## [Required action]
Where the word "service" occurs in a line of the data, return the whole line.

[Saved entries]
== Segment start ==
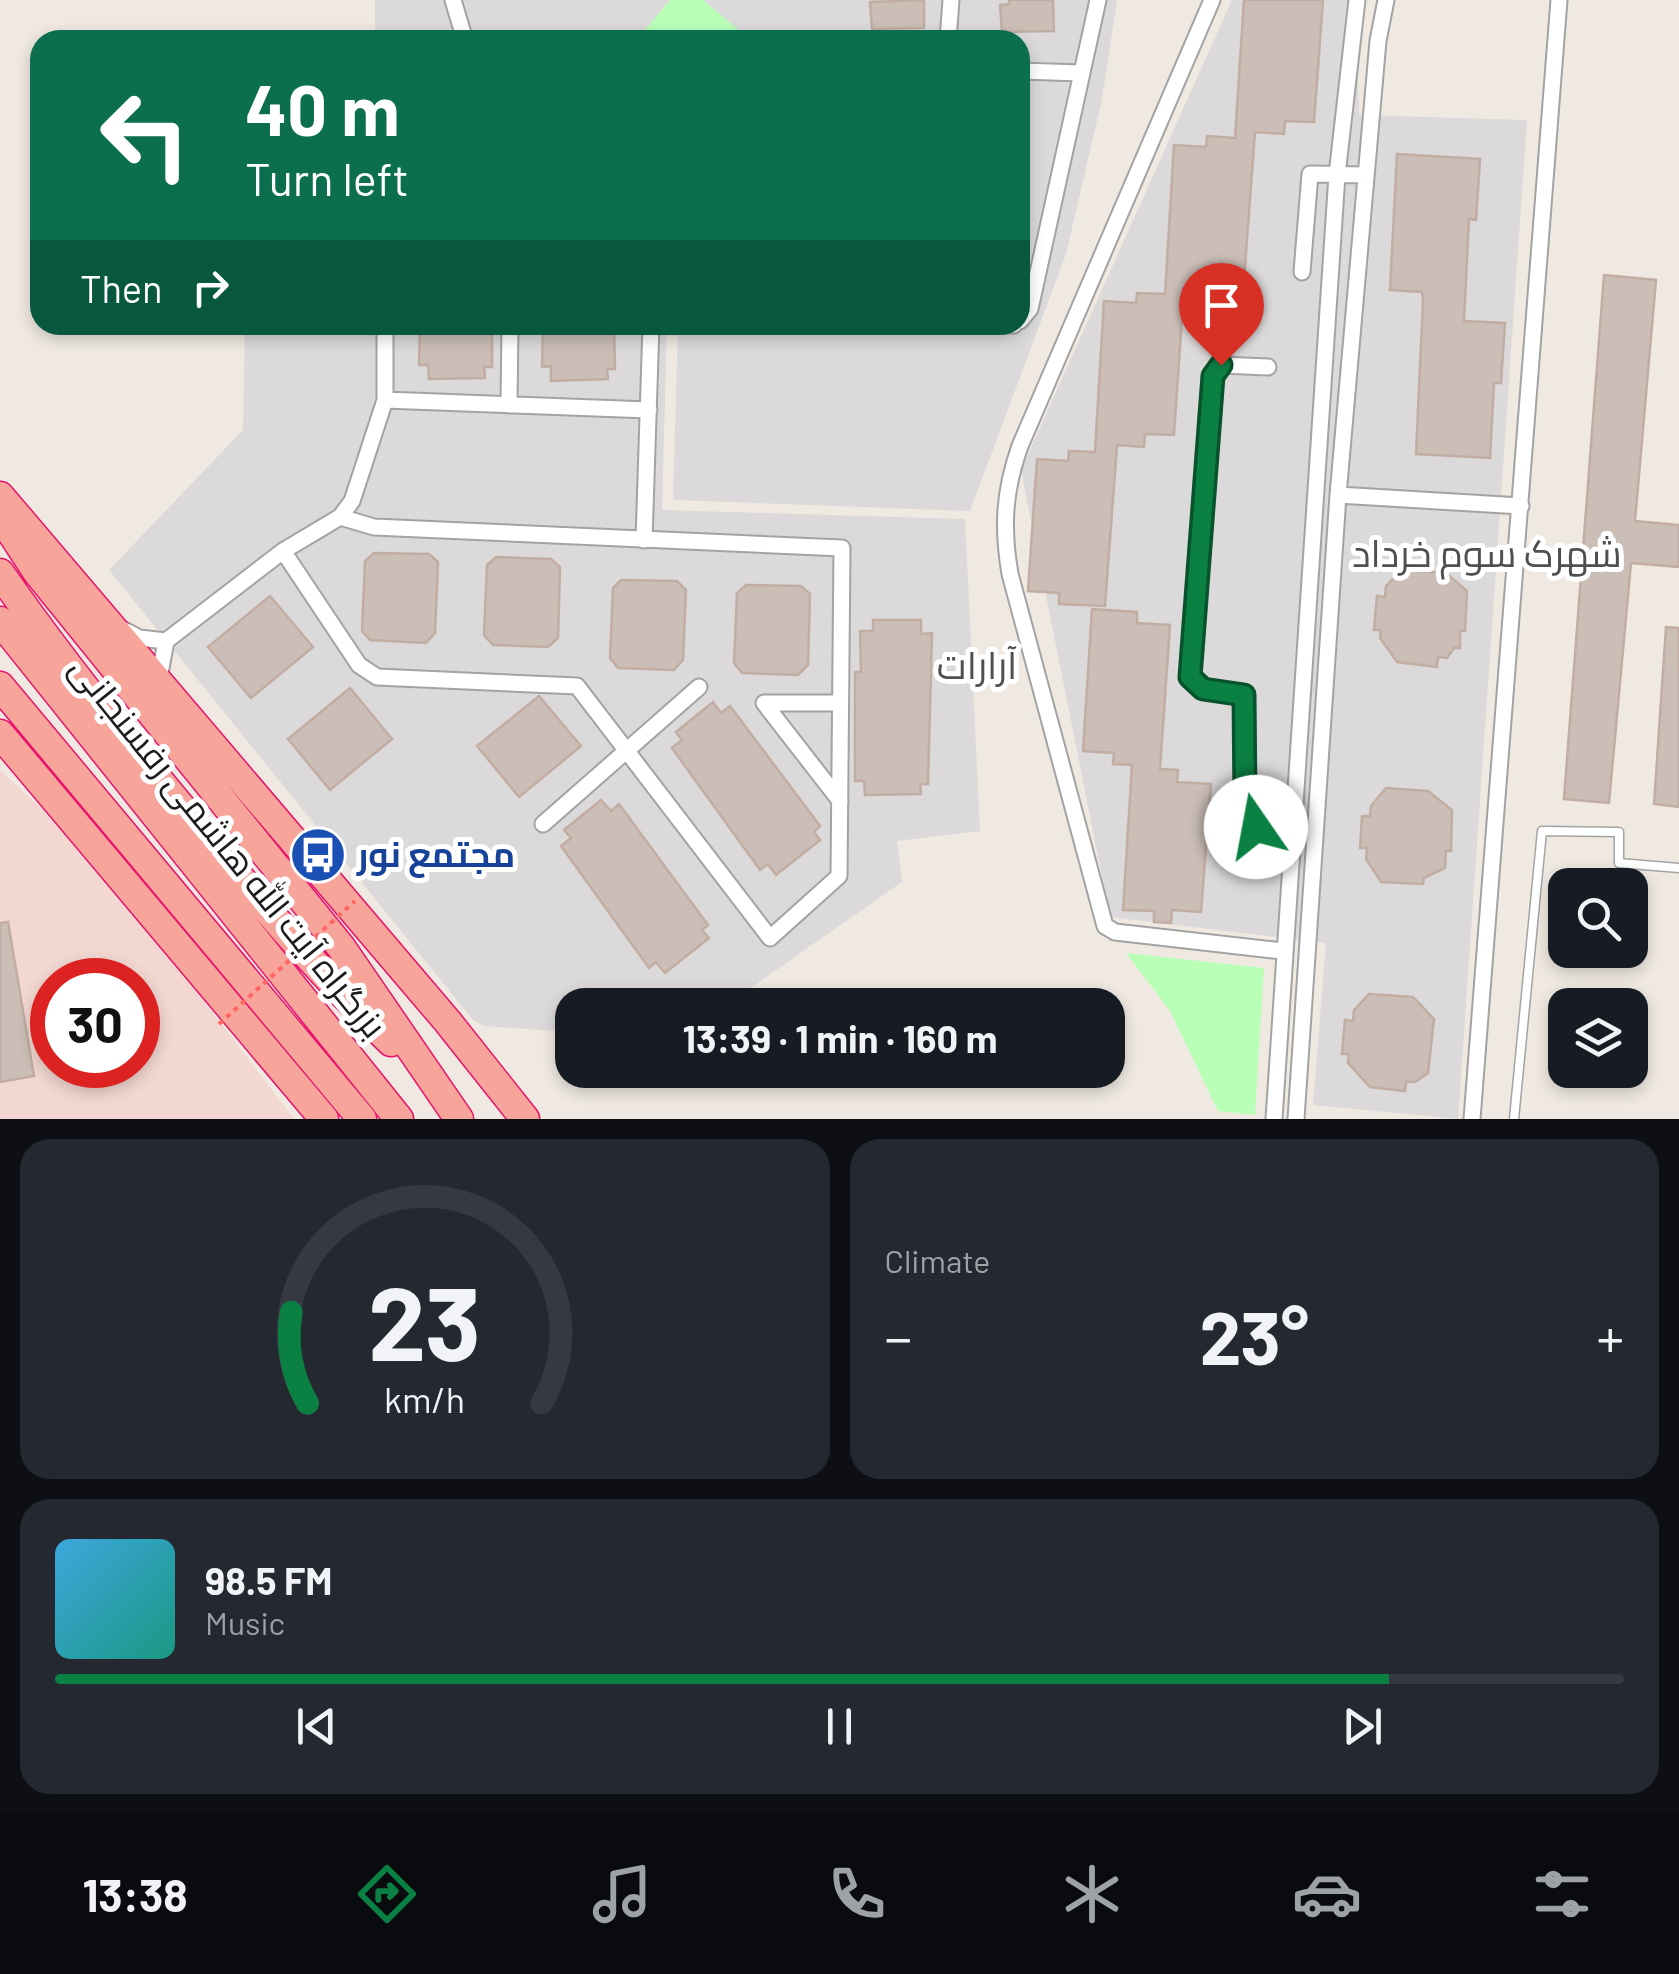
<!DOCTYPE html>
<meta charset="utf-8">
<style>
:root{--surface:#171b24;--page:#242831;--text:#f1f3f6;--muted:#9ea1a6;--line:#363941;--accent:#0b8043}
body{margin:0;font-family:Barlow,Cairo,sans-serif;background:var(--page);color:var(--text);height:100vh;display:flex;flex-direction:column;font-size:38px;white-space:nowrap}
*{box-sizing:border-box;margin:0}
p{font-size:32px;color:var(--muted)}
.icon{flex:none;width:55px;height:55px;fill:none;stroke:currentColor;stroke-width:2;stroke-linecap:round;stroke-linejoin:round}
.map{position:relative;height:1119px;overflow:hidden}
.drawer{display:flex;flex-direction:column;gap:20px;padding:20px;background:#0d0f14;flex:1}
.drawer>*{flex:none}
.banner{position:absolute;left:30px;top:30px;width:1000px;height:305px;border-radius:30px;box-shadow:0 5px 15px #0003;background:#0b6e4f;color:#fff;overflow:hidden}
.fabs{position:absolute;left:1548px;top:868px;display:grid;gap:20px}
.fabs a{display:grid;place-items:center;width:100px;height:100px;border-radius:20px;background:var(--surface);box-shadow:0 5px 15px #0003;font-size:50px}
.speed{position:absolute;left:30px;top:958px;display:flex;gap:20px;font-size:50px;font-weight:700;text-align:center}
.speed>*{display:grid;place-content:center;width:130px;height:130px;border-radius:50%;background:var(--surface);box-shadow:0 5px 15px #0003;line-height:1}
.speed .limit{border:15px solid #d22;background:#fff;color:#111}
.pin{position:absolute;display:grid;place-items:center;width:85px;height:85px;color:#fff;margin:-102px -42px;border-radius:50% 50% 50% 0;rotate:-45deg;box-shadow:0 0 10px #0007}
.pin .icon{rotate:45deg}
.me{position:absolute;width:110px;margin:-55px;rotate:348deg;stroke-linejoin:round;filter:drop-shadow(0 0 8px #0008)}
.turn{display:flex;align-items:center;gap:35px;height:210px;padding:0 50px;font-size:45px}
.turn .icon{width:130px;height:130px;stroke-width:2.5}
.turn b{display:block;font-size:70px;line-height:85px}
.then{display:flex;align-items:center;height:95px;padding:0 50px;background:#0003;gap:20px;font-size:38px}
.big{font-size:75px;font-weight:700;line-height:1.1}
.drawer .card{flex:1;display:flex;flex-direction:column;justify-content:center;gap:15px;min-width:0;padding:0 35px;border-radius:30px;background:var(--page)}
.drawer .dial{align-items:center;gap:0}
.dial svg{height:260px;overflow:visible;fill:none;stroke:var(--line);stroke-width:7;stroke-linecap:round;text-anchor:middle}
.dial text{fill:var(--text);stroke:none}
.song{display:flex;align-items:center;gap:30px}
.cover{width:120px;height:120px;border-radius:15px;background:linear-gradient(135deg,hsl(200 70% 55%),hsl(170 70% 35%))}
.played{height:10px;border-radius:5px;background:linear-gradient(90deg,var(--accent) 85%,var(--line) 85%)}
.keys{display:flex;justify-content:space-around;direction:ltr}
.heat{display:flex;justify-content:space-between;align-items:center;font-size:55px;direction:ltr}
.drawer .tiles{flex:1;display:grid;gap:20px;grid-template-columns:1fr 1fr}
.card:last-child{grid-column:span 2}
.trip{position:absolute;left:555px;top:988px;width:570px;height:100px;border-radius:30px;background:var(--surface);box-shadow:0 5px 15px #0003;font-weight:700;line-height:100px;text-align:center}
.dock{display:flex;height:160px;justify-content:space-around;align-items:center;background:#090b0e;color:var(--muted)}
.dock .icon{width:70px;height:70px}
.dock .on{color:var(--accent)}
.dock b{font-size:45px;color:var(--text)}
.map>svg:first-child{display:block}
.residential{fill:#dbd9d9}
.military{fill:#f3d8d2;fill-rule:evenodd}
.park{fill:#b9ffb8}
.building{fill:#cbbeb7;stroke:#c2ada2;stroke-width:2.5}
.lines{fill:none;stroke-linecap:round;stroke-linejoin:round}
.service-casing{stroke:#a3a3a3;stroke-width:11}
.minor-casing{stroke:#a3a3a3;stroke-width:19}
.trunk-casing{stroke:#e8136e;stroke-width:31}
.service{stroke:#fff;stroke-width:8}
.minor{stroke:#fff;stroke-width:15}
.trunk{stroke:#f7a49a;stroke-width:28}
.path-bridge{stroke:#ff6562;stroke-width:4;stroke-dasharray:5 5;stroke-linecap:butt}
.route-casing{stroke:#07532c;stroke-width:25}
.route{stroke:#0b8043;stroke-width:18}
.labels{text-anchor:middle;stroke-width:10;stroke-linejoin:round;paint-order:stroke}
.street-label{font-size:35px;fill:#1c1c1c;stroke:#fff}
.transit-label{font-size:35px;font-weight:bold;fill:#164399;stroke:#fff;text-anchor:start}
.neighbourhood-label{font-size:38px;fill:#4f4f4f;stroke:#fff}
</style>
<div class="map">
<svg width="1679" height="1119" viewBox="0 0 1679 1119">
<rect width="100%" height="100%" fill="#efe9e1"/>
<path class="residential" d="M375,0H1117L1102,99L1066,254L970,511L673,500L678,325H1020V40H375Z
M1232,0H1355L1359,115L1527,120L1458,1119L1313,1105L1326,943L1110,917L1021,470Z
M245,325H667L662,510L965,519L980,831L897,841L902,882L726,1005H572V1032L484,1026L473,1020L109,570L243,430Z"/>
<path class="military" d="M0,770L43,810L169,955L294,1119H0ZM52,980H138V1065H52Z"/>
<path class="park" d="M670,0H703L751,40H643L639,37Z
M1126,953L1264,968L1255,1115L1218,1111L1170,1011Z"/>
<path class="building" d="M924,0V28L872,29L870,2Z
M1009,0H1053L1054,31L1002,32L1000,5L1009,4Z
M1244,0H1323L1314,122L1285,121L1284,134L1255,132L1244,279L1215,277L1214,290L1184,288L1174,435L1145,434L1144,447L1117,445L1105,606L1059,604V593L1028,591L1037,459L1068,461L1069,451L1095,452L1104,301L1136,303L1137,293L1165,294L1174,145L1206,147L1207,136L1235,138Z
M1397,154L1480,159L1476,220L1469,219L1464,321L1505,323L1501,383H1494L1490,458L1416,454L1423,300L1422,292L1390,290Z
M1604,275L1656,280L1635,521L1679,525V567L1631,563L1609,803L1564,799Z
M420,325H492V367H484L485,378L429,379L428,365H419Z
M543,325H614L615,369H607L608,379L551,381V366L542,367Z
M374,553L429,554L438,562L435,633L426,643L370,640L362,631L365,561Z
M496,557L551,559L560,567L558,638L548,647L493,645L484,635L487,565Z
M1401,570L1446,573L1467,591L1465,631H1460V648H1454L1447,658L1438,657L1437,667L1397,662L1380,638L1381,630H1374L1377,596L1385,597L1386,586Z
M621,580L677,581L686,590L683,660L674,670L618,668L610,658L613,588Z
M746,585L801,586L810,594L808,665L798,675L742,673L734,663L737,593Z
M270,596L313,647L251,698L208,647Z
M1092,609L1137,612V623L1170,625L1160,769L1178,770L1177,782L1211,784L1201,912L1172,910L1171,923L1154,922V911L1123,910L1132,765L1113,764L1114,753L1083,751Z
M873,620H921V634L932,633L928,784H920L921,794L865,795L864,781H855V672H861L860,631H873Z
M1666,627L1679,628V807L1654,804Z
M350,688L392,739L330,790L288,739Z
M539,696L581,746L519,797L477,746Z
M713,702L721,713L730,706L820,826L814,832L820,840L776,875L768,864L760,870L672,748L682,740L676,732Z
M1386,788L1428,791L1452,810L1451,851H1446L1445,868L1424,878L1423,884L1381,882L1366,859L1367,848H1360L1362,816H1370L1371,806Z
M601,800L611,811L619,804L708,925L702,930L709,938L665,973L656,962L649,968L561,846L571,838L564,830Z
M8,922L34,1076L0,1082V923Z
M1369,994L1413,997L1434,1019L1428,1073L1415,1082H1406L1405,1091L1370,1087L1348,1063L1349,1054H1342L1345,1020L1353,1021L1354,1010Z"/>
<g class="lines">
<g class="service-casing">
<path id="service" d="M1514,1119L1542,831L1619,832V863L1679,868"/>
</g>
<g class="minor-casing">
<path id="minor" d="M453,0L465,40
M1212,0L1020,446C1004,491 1002,527 1010,574L1105,926L1115,932L1282,951
M948,40L951,0
M1020,71L1081,73
M1302,272L1310,174L1366,175
M1020,321L1030,309L1098,0
M989,325H1014
M1268,367L1221,365L1213,376L1191,677L1203,689L1244,695L1245,802L1259,831L1292,833
M385,400L649,410
M509,405L510,325
M1338,495L1521,506
M644,540L651,325
M283,551L359,665L377,677L577,686L770,938L839,876L842,548L374,527L340,517
M122,629L139,638L166,641
M159,679L166,641L283,551L340,517L352,501L385,400V325
M840,801L764,703H840
M543,824L699,687
M1274,1119L1337,175L1357,0
M1296,1119L1338,495L1378,41L1386,0
M1472,1119L1559,0"/>
</g>
<g class="trunk-casing">
<path id="trunk" d="M0,496L448,1022L525,1119
M0,515L37,572L341,947L459,1119
M0,573C61,661 129,745 197,826C259,901 321,975 391,1042
M0,621L399,1119
M0,686L362,1119
M0,734L324,1119"/>
</g>
<use href="#service" class="service"/>
<use href="#minor" class="minor"/>
<use href="#trunk" class="trunk"/>
<path class="path-bridge" d="M219,1024L355,901"/>
</g>
<g class="lines">
<g class="route-casing">
<path id="route" d="M1221,365L1213,376L1190,677L1203,689L1244,695L1245,802L1256,827"/>
</g>
<use href="#route" class="route"/>
</g>
<defs>
<g id="bus-disc" transform="scale(2.875)"><circle r="9.5" fill="#1a4fb4" stroke="#fff"/><path d="M-5-6H5V4H4V6H2V4H-2V6H-4V4H-5ZM-3.5-4V0h7V-4ZM-3.5 1.2v1.5H-2V1.2ZM2 1.2v1.5H3.5V1.2Z" fill="#fff"/></g>
</defs>
<g fill-rule="evenodd">
<use href="#bus-disc" x="318" y="855"/>
</g>
<g class="labels">
<g class="street-label">
<text transform="translate(228 847) rotate(51)" y="12">بزرگراه آیت الله هاشمی رفسنجانی</text>
</g>
<g class="transit-label">
<text x="357" y="867">مجتمع نور</text>
</g>
<g class="neighbourhood-label">
<text x="1487" y="567">شهرک سوم خرداد</text>
<text x="977" y="679">آرارات</text>
</g>
</g>
</svg>
<div class="fabs">
<a><svg class="icon" aria-label="search" viewBox="0 0 24 24"><circle cx="10" cy="10" r="6"/><path d="M15 15l6 6"/></svg></a>
<a><svg class="icon" aria-label="layers" viewBox="0 0 24 24"><path d="M12 4l9 5-9 5-9-5zM3 14l9 5 9-5"/></svg></a>
</div>
<div class="speed"><div class="limit">30</div></div>
<div class="pin" style="left:1221px;top:365px;background:#d93025"><svg class="icon" aria-label="arrive" viewBox="0 0 24 24"><path d="M6 21V4h12l-3 4 3 4H6"/></svg></div>
<svg class="me" style="left:1256px;top:827px" viewBox="-20 -20 40 40"><circle r="19" fill="#fff"/><path d="M0-13L10 11 0 6-10 11z" fill="#0b8043"/></svg>
<div class="trip">13:39 · 1 min · 160 m</div>
<div class="banner">
<div class="turn"><svg class="icon" aria-label="left" viewBox="0 0 24 24"><path d="M17 20v-9H6M10 6l-5 5 5 5"/></svg><div><b>40 m</b>Turn left</div></div>
<div class="then">Then<svg class="icon" aria-label="right" viewBox="0 0 24 24"><path d="M7 20v-9h11M14 6l5 5-5 5"/></svg></div>
</div>
</div>
<section class="drawer">
<div class="tiles">
<div class="card dial"><svg viewBox="0 0 100 80">
<path d="M14 69A42 42 0 1 1 86 69"/>
<path d="M14 69A42 42 0 0 1 9 41" stroke="#0b8043"/>
<text x="50" y="56" font-size="32" font-weight="700">23</text>
<text x="50" y="72" font-size="11">km/h</text>
</svg></div>
<div class="card"><p>Climate</p>
<div class="heat"><a>−</a><b class="big">23°</b><a>+</a></div>
</div>
<div class="card">
<div class="song"><i class="cover"></i><div><b>98.5 FM</b><p>Music</p></div></div>
<div class="played"></div>
<div class="keys"><svg class="icon" aria-label="previous" viewBox="0 0 24 24"><path d="M18 5L8 12l10 7zM5 5v14"/></svg><svg class="icon" aria-label="pause" viewBox="0 0 24 24"><path d="M8 5v14M16 5v14"/></svg><svg class="icon" aria-label="next" viewBox="0 0 24 24"><path d="M6 5l10 7-10 7zM19 5v14"/></svg></div>
</div>
</div>
</section>
<nav class="dock">
<b>13:38</b>
<svg class="icon on" aria-label="directions" viewBox="0 0 24 24"><path d="M12 3l9 9-9 9-9-9zM9 14v-3h6M13 9l2 2-2 2"/></svg>
<svg class="icon" aria-label="music" viewBox="0 0 24 24"><path d="M9 18V5l10-2v13"/><circle cx="6" cy="18" r="3"/><circle cx="16" cy="16" r="3"/></svg>
<svg class="icon" aria-label="phone" viewBox="0 0 24 24"><path d="M5 4h4l2 5-3 2q2 4 5 5l2-3 5 2v4C11 20 4 13 5 4z"/></svg>
<svg class="icon" aria-label="climate" viewBox="0 0 24 24"><path d="M12 3v18M4 7l16 10M4 17L20 7"/></svg>
<svg class="icon" aria-label="car" viewBox="0 0 24 24"><path d="M5 17H2v-5l4-1 3-4h7l3 4 3 1v5h-3M9 17h6M6 11h13"/><circle cx="7" cy="17" r="2"/><circle cx="17" cy="17" r="2"/></svg>
<svg class="icon" aria-label="filters" viewBox="0 0 24 24"><path d="M4 7h16M4 17h16"/><circle cx="9" cy="7" r="2"/><circle cx="15" cy="17" r="2"/></svg>
</nav>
== Segment end ==
## [Result of this exercise]
.service-casing{stroke:#a3a3a3;stroke-width:11}
.service{stroke:#fff;stroke-width:8}
<g class="service-casing">
<path id="service" d="M1514,1119L1542,831L1619,832V863L1679,868"/>
<use href="#service" class="service"/>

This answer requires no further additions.